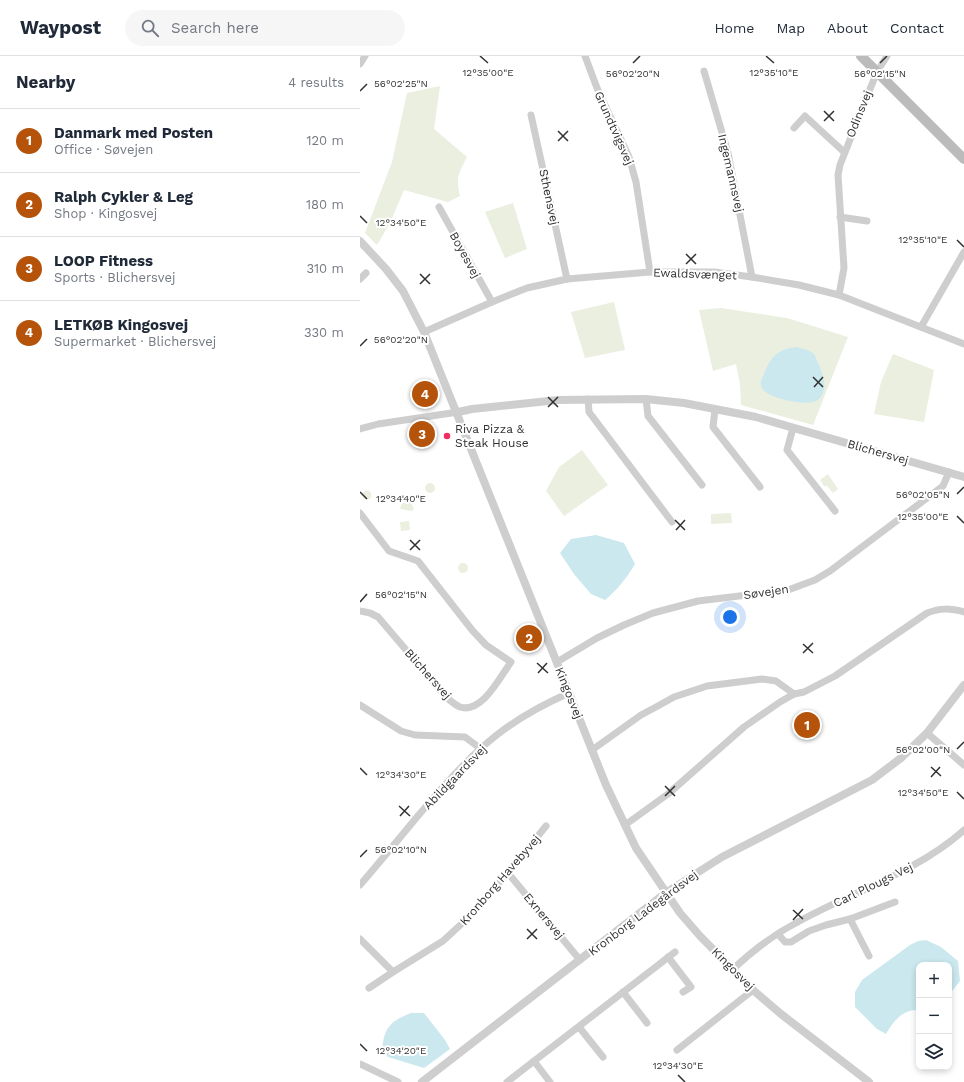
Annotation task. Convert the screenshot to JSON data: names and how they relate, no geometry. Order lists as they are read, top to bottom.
{
  "streets": {
    "street": [
      "Odinsvej",
      "Grundtvigsvej",
      "Ingemannsvej",
      "Sthensvej",
      "Boyesvej",
      "Ewaldsvænget",
      "Blichersvej",
      "Søvejen",
      "Kingosvej",
      "Abildgaardsvej",
      "Kronborg Havebyvej",
      "Carl Plougs Vej",
      "Kronborg Ladegårdsvej",
      "Exnersvej"
    ]
  },
  "crossings": [
    ["Odinsvej", "Ewaldsvænget"],
    ["Grundtvigsvej", "Ewaldsvænget"],
    ["Ingemannsvej", "Ewaldsvænget"],
    ["Sthensvej", "Ewaldsvænget"],
    ["Boyesvej", "Ewaldsvænget"],
    ["Ewaldsvænget", "Kingosvej"],
    ["Blichersvej", "Søvejen"],
    ["Blichersvej", "Kingosvej"],
    ["Søvejen", "Kingosvej"],
    ["Kingosvej", "Abildgaardsvej"],
    ["Kingosvej", "Carl Plougs Vej"],
    ["Kingosvej", "Kronborg Ladegårdsvej"],
    ["Kronborg Havebyvej", "Exnersvej"],
    ["Kronborg Ladegårdsvej", "Exnersvej"]
  ],
  "places": ["Riva Pizza & Steak House"],
  "page": {
    "header": "Waypost",
    "search": "Search here",
    "nav": [
      "Home",
      "Map",
      "About",
      "Contact"
    ],
    "heading": ["Nearby", "4 results"],
    "list": [
      {
        "mark": "1",
        "name": "Danmark med Posten",
        "note": "Office · Søvejen",
        "value": "120 m"
      },
      {
        "mark": "2",
        "name": "Ralph Cykler & Leg",
        "note": "Shop · Kingosvej",
        "value": "180 m"
      },
      {
        "mark": "3",
        "name": "LOOP Fitness",
        "note": "Sports · Blichersvej",
        "value": "310 m"
      },
      {
        "mark": "4",
        "name": "LETKØB Kingosvej",
        "note": "Supermarket · Blichersvej",
        "value": "330 m"
      }
    ],
    "pins": [
      "4",
      "3",
      "2",
      "1"
    ],
    "map_buttons": ["+", "−"]
  },
  "coordinates": [
    "12°35'00\"E",
    "12°35'10\"E",
    "56°02'20\"N",
    "56°02'15\"N",
    "56°02'25\"N",
    "12°34'50\"E",
    "56°02'05\"N",
    "12°34'40\"E",
    "56°02'00\"N",
    "12°34'30\"E",
    "56°02'10\"N",
    "12°34'20\"E"
  ]
}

○ ○ ○ ○ ○

**Problem details:**
An exact transcription of the material is required, without any pictures.

**Output for this exercise:**
Annotation task. Convert the screenshot to JSON data: names and how they relate, no geometry. Order lists as they are read, top to bottom.
{
  "streets": {
    "street": [
      "Odinsvej",
      "Grundtvigsvej",
      "Ingemannsvej",
      "Sthensvej",
      "Boyesvej",
      "Ewaldsvænget",
      "Blichersvej",
      "Søvejen",
      "Kingosvej",
      "Abildgaardsvej",
      "Kronborg Havebyvej",
      "Carl Plougs Vej",
      "Kronborg Ladegårdsvej",
      "Exnersvej"
    ]
  },
  "crossings": [
    ["Odinsvej", "Ewaldsvænget"],
    ["Grundtvigsvej", "Ewaldsvænget"],
    ["Ingemannsvej", "Ewaldsvænget"],
    ["Sthensvej", "Ewaldsvænget"],
    ["Boyesvej", "Ewaldsvænget"],
    ["Ewaldsvænget", "Kingosvej"],
    ["Blichersvej", "Søvejen"],
    ["Blichersvej", "Kingosvej"],
    ["Søvejen", "Kingosvej"],
    ["Kingosvej", "Abildgaardsvej"],
    ["Kingosvej", "Carl Plougs Vej"],
    ["Kingosvej", "Kronborg Ladegårdsvej"],
    ["Kronborg Havebyvej", "Exnersvej"],
    ["Kronborg Ladegårdsvej", "Exnersvej"]
  ],
  "places": ["Riva Pizza & Steak House"],
  "page": {
    "header": "Waypost",
    "search": "Search here",
    "nav": [
      "Home",
      "Map",
      "About",
      "Contact"
    ],
    "heading": ["Nearby", "4 results"],
    "list": [
      {
        "mark": "1",
        "name": "Danmark med Posten",
        "note": "Office · Søvejen",
        "value": "120 m"
      },
      {
        "mark": "2",
        "name": "Ralph Cykler & Leg",
        "note": "Shop · Kingosvej",
        "value": "180 m"
      },
      {
        "mark": "3",
        "name": "LOOP Fitness",
        "note": "Sports · Blichersvej",
        "value": "310 m"
      },
      {
        "mark": "4",
        "name": "LETKØB Kingosvej",
        "note": "Supermarket · Blichersvej",
        "value": "330 m"
      }
    ],
    "pins": [
      "4",
      "3",
      "2",
      "1"
    ],
    "map_buttons": ["+", "−"]
  },
  "coordinates": [
    "12°35'00\"E",
    "12°35'10\"E",
    "56°02'20\"N",
    "56°02'15\"N",
    "56°02'25\"N",
    "12°34'50\"E",
    "56°02'05\"N",
    "12°34'40\"E",
    "56°02'00\"N",
    "12°34'30\"E",
    "56°02'10\"N",
    "12°34'20\"E"
  ]
}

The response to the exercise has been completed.